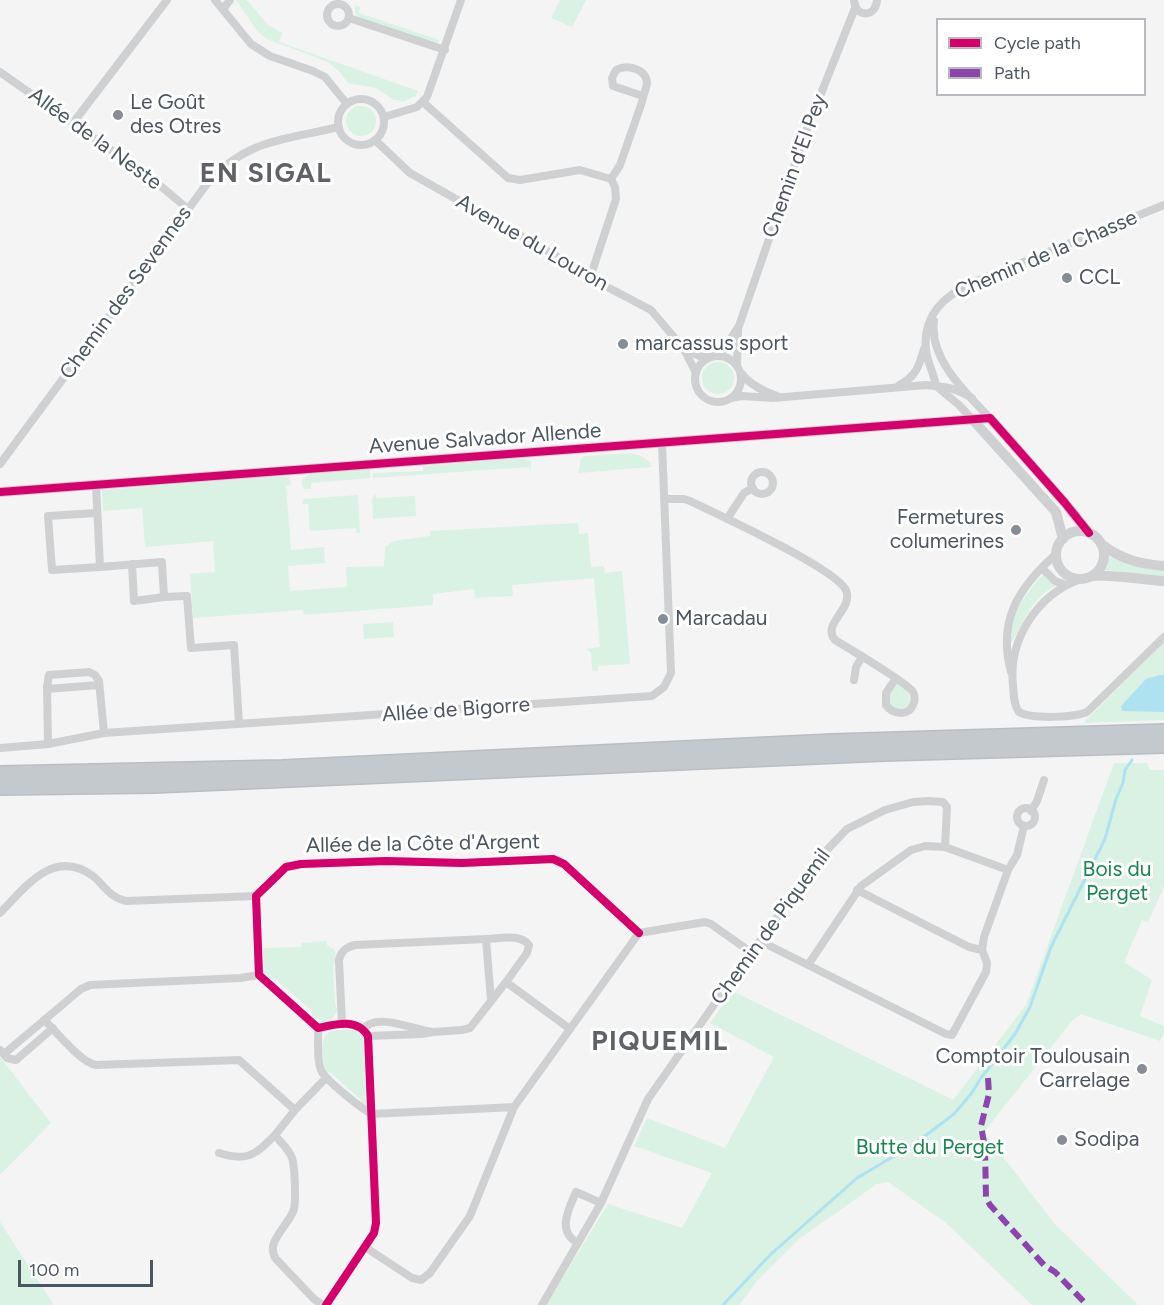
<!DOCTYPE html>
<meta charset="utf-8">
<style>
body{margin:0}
#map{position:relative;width:1164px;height:1305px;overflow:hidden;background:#f4f4f4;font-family:Figtree,sans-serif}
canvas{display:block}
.legend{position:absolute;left:936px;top:18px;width:210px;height:78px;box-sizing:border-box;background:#fff;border:2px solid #b7bbc0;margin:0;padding:8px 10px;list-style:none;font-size:18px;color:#4a5661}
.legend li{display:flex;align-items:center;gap:12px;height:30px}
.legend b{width:30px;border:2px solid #b7bbc0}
.scale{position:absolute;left:18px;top:1260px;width:135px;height:27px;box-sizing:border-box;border:3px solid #4a5661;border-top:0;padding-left:8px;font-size:18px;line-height:21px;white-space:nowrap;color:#4a5661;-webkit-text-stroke:4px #fff;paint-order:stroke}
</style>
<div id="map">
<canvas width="1164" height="1305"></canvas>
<ul class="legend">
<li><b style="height:8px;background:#d6006c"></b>Cycle path</li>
<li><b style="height:8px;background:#8e44ad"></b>Path</li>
</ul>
<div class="scale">100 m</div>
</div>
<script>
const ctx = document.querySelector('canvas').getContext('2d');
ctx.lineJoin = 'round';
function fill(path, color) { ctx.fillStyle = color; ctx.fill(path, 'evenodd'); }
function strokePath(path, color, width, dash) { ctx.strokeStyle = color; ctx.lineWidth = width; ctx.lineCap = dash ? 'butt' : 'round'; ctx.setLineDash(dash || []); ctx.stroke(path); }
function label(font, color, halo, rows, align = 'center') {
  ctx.font = font + ' Figtree,sans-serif'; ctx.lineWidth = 6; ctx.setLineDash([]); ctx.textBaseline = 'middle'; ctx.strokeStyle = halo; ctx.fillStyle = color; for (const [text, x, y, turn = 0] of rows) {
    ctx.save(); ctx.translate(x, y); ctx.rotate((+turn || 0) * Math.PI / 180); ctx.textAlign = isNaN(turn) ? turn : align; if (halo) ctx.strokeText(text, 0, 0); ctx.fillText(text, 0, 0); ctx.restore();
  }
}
const green = new Path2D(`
 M236 0H247L268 25 282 33 279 42 418 91 416 96 403 102 398 100H394L376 88 348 83 340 72 328 62 267 39 258 32Z
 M560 0H586L572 27 551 18Z
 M355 5 360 7 359 13 439 40 437 44 358 17 355 13Z
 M346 121a15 15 0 1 1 30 0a15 15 0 1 1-30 0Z
 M702 378a16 16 0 1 1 32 0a16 16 0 1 1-32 0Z
 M630 453C638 454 650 459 652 467L578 473 581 459 584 456Z
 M523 458 531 461V472L529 467 373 478V473L423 471V466Z
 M370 469V478L311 483V489H304L302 485V480L310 474Z
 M281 476 288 477 292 485 286 486 291 550 324 547 325 563 288 566 290 591 347 587 346 567 384 566 385 547 394 541 430 536V531L578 523 579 534 588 533 591 567 604 566 605 573 622 571 630 664 598 666V672L592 670 591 653 586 649 600 647 594 578 512 585 513 596 475 598 474 589 433 594V605L304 615 303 610 193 618 190 574 215 572 213 541 145 547 142 508 103 511 102 490Z
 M376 494V498L415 496 416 516 373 519 372 498Z
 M358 495 360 533H356V528L310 531 308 504H302L304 499Z
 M1108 556 1131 565 1164 569V576L1103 570Z
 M1043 574 1056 585 1043 594 1032 606 1011 643C1005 618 1027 593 1043 574Z
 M393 622 394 637 364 639 363 624Z
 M1164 642V720L1083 723Z
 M898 684C908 690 914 698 906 708L899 709 890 706 888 695 894 686Z
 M1114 763H1147L1150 770H1164V887L1148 922 1142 920 1124 962 1152 980 1140 1016 1164 1026V1033L1160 1041 1081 1014 1072 1021 984 1132 1054 1223 1138 1305H1032L945 1222 888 1182 877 1184 799 1239 758 1280 739 1305H546L608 1204 682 1228 712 1173 634 1146 647 1118 725 1148 774 1057 710 1023 733 991 953 1100 1026 1005Z
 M327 941V945L335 950 336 962 333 965 335 1005 338 1010 332 1019 322 1022 312 1015V1011L275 979H270L264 968 263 948 301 947 302 943Z
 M343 1030H354L363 1036 365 1098 368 1101 366 1105 361 1103V1100L331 1073 327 1072C322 1063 319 1041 328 1033 332 1030 338 1031 343 1030Z
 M0 1057 51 1123 0 1175Z
 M0 1222 54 1305H0Z`);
const water = new Path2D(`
 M1160 675H1164V712L1122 711 1121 706 1146 679Z`);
const stream = new Path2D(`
 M723 1305 770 1255 857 1178 913 1145 954 1114 971 1094 981 1078 1015 1034 1030 1007 1051 947 1105 839 1116 799 1123 783 1125 770 1132 760`);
const minor = new Path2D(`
 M215 0 251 44 270 56 313 71 325 77 347 104
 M854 0C855 18 876 18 877 0
 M327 15a11 11 0 1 1 22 0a11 11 0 1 1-22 0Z
 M223 9 230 0
 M349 18 445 50
 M0 72 151 178 188 209
 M338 122a23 23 0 1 1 46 0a23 23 0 1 1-46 0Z
 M424 103 508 178 520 180 580 170 611 179 615 187 616 199 590 278
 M384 117 417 107 427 97 461 0
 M73 123 167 0
 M375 140 410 173 553 254 590 278 651 310 684 349 696 373
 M611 179 620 165 641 105 647 84C647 69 628 64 616 70L612 78 613 86 643 96
 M934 321C929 359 966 393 990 418
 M684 349 702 357H709
 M715 356 723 351 739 326 807 129 855 8
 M695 379a23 23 0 1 1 46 0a23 23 0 1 1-46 0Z
 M737 365 738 330
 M741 373C750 385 763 391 777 396
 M899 385C916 377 919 366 924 349
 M731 398 742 396 773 398 926 385C946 387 954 387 972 398
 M972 419 959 405 936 386C934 373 927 362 926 350 922 315 945 295 974 282L1164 205
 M0 464 206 185C245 139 285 140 339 127
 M751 483a11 11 0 1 1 22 0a11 11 0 1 1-22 0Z
 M96 485 100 567 162 562 164 597 134 601 132 564
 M665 499H684L690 501C717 514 835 568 846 590 854 609 821 624 835 640 848 648 908 683 913 692 915 695 915 702 913 705 908 717 892 714 886 705V693L896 678
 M96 513 48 516 52 570 100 567
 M727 519 744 493 753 488
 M1042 568 1055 581 1066 585
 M1081 579C1038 594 1008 639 1013 685 1014 694 1013 704 1019 712 1031 719 1073 718 1087 712L1164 637
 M164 597 187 596 191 648 234 645 239 723
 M1011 672C997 620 1019 587 1056 554
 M854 680 856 667 862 657
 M47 689 99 685
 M48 744 47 687 49 675 89 672 95 675 99 681 104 733
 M0 748 48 744 104 733 652 696 664 687 671 673 662 443
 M1017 817a9 9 0 1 1 18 0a9 9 0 1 1-18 0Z
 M1031 811 1037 801 1044 780
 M857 890 969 947 982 950
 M0 913C25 888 53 847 93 876 104 885 110 898 126 901L256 896
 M639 933 705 922 711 924 752 953
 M760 941 946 1034 952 1035 986 972 987 963 982 950 984 937 1008 870 1017 855 1024 826
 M808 965 861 886 911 850 925 846 945 847 1008 870
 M491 1000 486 939C500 939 519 933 529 945L527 953 506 982
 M44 1020C57 1032 80 1062 96 1065L239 1060 295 1110 275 1135C280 1142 289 1149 292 1158 295 1167 296 1200 294 1209 289 1226 264 1242 276 1259L314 1299 323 1305
 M342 1024 339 960C341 951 346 947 355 945L486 939
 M318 1028C319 1041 316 1058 321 1070 325 1080 362 1109 372 1114L514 1107
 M363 1029C377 1012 414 1030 433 1032L422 1034 368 1036
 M433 1032 462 1030 470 1028 506 982 570 1029
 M0 1050 7 1058 16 1060 53 1028
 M4 1054 81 989 90 985 240 978 259 975
 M295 1110 326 1078
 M219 1153C248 1162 255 1155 275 1135
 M578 1243C556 1232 569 1208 576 1192L601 1203
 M365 1247 412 1278 421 1280 430 1273 470 1216 514 1107 639 933
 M326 1305 374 1233 376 1223 368 1036C357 1018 336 1024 318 1028L259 975 256 896 286 867 301 864 386 861 462 863 553 859 564 864 639 933
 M542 1305 601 1203 648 1099 734 976 825 852 847 829 885 810 913 802 929 801 943 802 947 807 945 847`);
const tertiary = new Path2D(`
 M972 419 1056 512 1063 539
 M0 492 990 418 1065 503 1089 533
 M1056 555a24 24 0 1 1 48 0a24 24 0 1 1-48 0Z
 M1101 544C1121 559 1139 564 1164 566
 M1092 576C1118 574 1139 580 1164 581`);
const trunk = new Path2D(`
 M0 774 282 768 832 742 1164 732
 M0 787 154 785 884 753 1164 745`);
const quiet = new Path2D(`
 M988 1078 989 1094 981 1126 985 1148 986 1198 990 1205 1044 1265 1055 1272 1087 1305`);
const cycleway = new Path2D(`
 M0 492 990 418 1065 503 1089 533
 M326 1305 374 1233 376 1223 368 1036C357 1018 336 1024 318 1028L259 975 256 896 286 867 301 864 386 861 462 863 553 859 564 864 639 933`);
const markers = [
 [118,115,6,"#868d94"],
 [1067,278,6,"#868d94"],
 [623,344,6,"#868d94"],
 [1016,530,6,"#868d94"],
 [663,619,6,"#868d94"],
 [1142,1069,6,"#868d94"],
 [1062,1140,6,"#868d94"]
];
const poiNames = [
 ["Le Goût",130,103],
 ["des Otres",130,127],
 ["CCL",1079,278],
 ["marcassus sport",635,344],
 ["Fermetures",1004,518,"right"],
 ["columerines",1004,542,"right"],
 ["Marcadau",675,619],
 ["Comptoir Toulousain",1130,1057,"right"],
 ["Carrelage",1130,1081,"right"],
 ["Sodipa",1074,1140]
];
const streetNames = [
 ["Allée de la Neste",95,139,36],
 ["Chemin d'El Pey",795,166,-70],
 ["Avenue du Louron",532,243,30],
 ["Chemin de la Chasse",1046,255,-23],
 ["Chemin des Sevennes",126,293,-54],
 ["Avenue Salvador Allende",485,439,-4],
 ["Allée de Bigorre",456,710,-4],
 ["Allée de la Côte d'Argent",423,844,-1],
 ["Chemin de Piquemil",771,927,-54]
];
const parkNames = [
 ["Bois du",1117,870],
 ["Perget",1117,894],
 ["Butte du Perget",930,1148]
];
const districtNames = [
 ["EN SIGAL",266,174],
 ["PIQUEMIL",660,1042]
];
fill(green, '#d9f2e3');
fill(water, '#aee2f0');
strokePath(stream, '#aee2f0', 3);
strokePath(trunk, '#b9bec3', 18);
strokePath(minor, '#ced0d2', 8);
strokePath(tertiary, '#ced0d2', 10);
strokePath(trunk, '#c4c9cd', 15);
strokePath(quiet, '#8e44ad', 6, [12, 6]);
strokePath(cycleway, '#d6006c', 8);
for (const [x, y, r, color] of markers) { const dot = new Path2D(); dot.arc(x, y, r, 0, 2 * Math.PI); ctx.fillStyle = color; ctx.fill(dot); strokePath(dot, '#fff', 2); }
label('21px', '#4a5661', '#fff', poiNames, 'left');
label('21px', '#4a5661', '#fff', streetNames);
label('21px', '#17864f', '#fff', parkNames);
ctx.letterSpacing = '1.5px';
label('bold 27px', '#5f6368', '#fff', districtNames);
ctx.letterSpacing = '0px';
</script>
———
■ EXERCISE DIRECTIONS
Retype only the lines that run from the first line of the entries above to the line containing "function label(font, color, halo, rows, align", both included. Do not carry over any pictures.

■ FINISHED EXERCISE
<!DOCTYPE html>
<meta charset="utf-8">
<style>
body{margin:0}
#map{position:relative;width:1164px;height:1305px;overflow:hidden;background:#f4f4f4;font-family:Figtree,sans-serif}
canvas{display:block}
.legend{position:absolute;left:936px;top:18px;width:210px;height:78px;box-sizing:border-box;background:#fff;border:2px solid #b7bbc0;margin:0;padding:8px 10px;list-style:none;font-size:18px;color:#4a5661}
.legend li{display:flex;align-items:center;gap:12px;height:30px}
.legend b{width:30px;border:2px solid #b7bbc0}
.scale{position:absolute;left:18px;top:1260px;width:135px;height:27px;box-sizing:border-box;border:3px solid #4a5661;border-top:0;padding-left:8px;font-size:18px;line-height:21px;white-space:nowrap;color:#4a5661;-webkit-text-stroke:4px #fff;paint-order:stroke}
</style>
<div id="map">
<canvas width="1164" height="1305"></canvas>
<ul class="legend">
<li><b style="height:8px;background:#d6006c"></b>Cycle path</li>
<li><b style="height:8px;background:#8e44ad"></b>Path</li>
</ul>
<div class="scale">100 m</div>
</div>
<script>
const ctx = document.querySelector('canvas').getContext('2d');
ctx.lineJoin = 'round';
function fill(path, color) { ctx.fillStyle = color; ctx.fill(path, 'evenodd'); }
function strokePath(path, color, width, dash) { ctx.strokeStyle = color; ctx.lineWidth = width; ctx.lineCap = dash ? 'butt' : 'round'; ctx.setLineDash(dash || []); ctx.stroke(path); }
function label(font, color, halo, rows, align = 'center') {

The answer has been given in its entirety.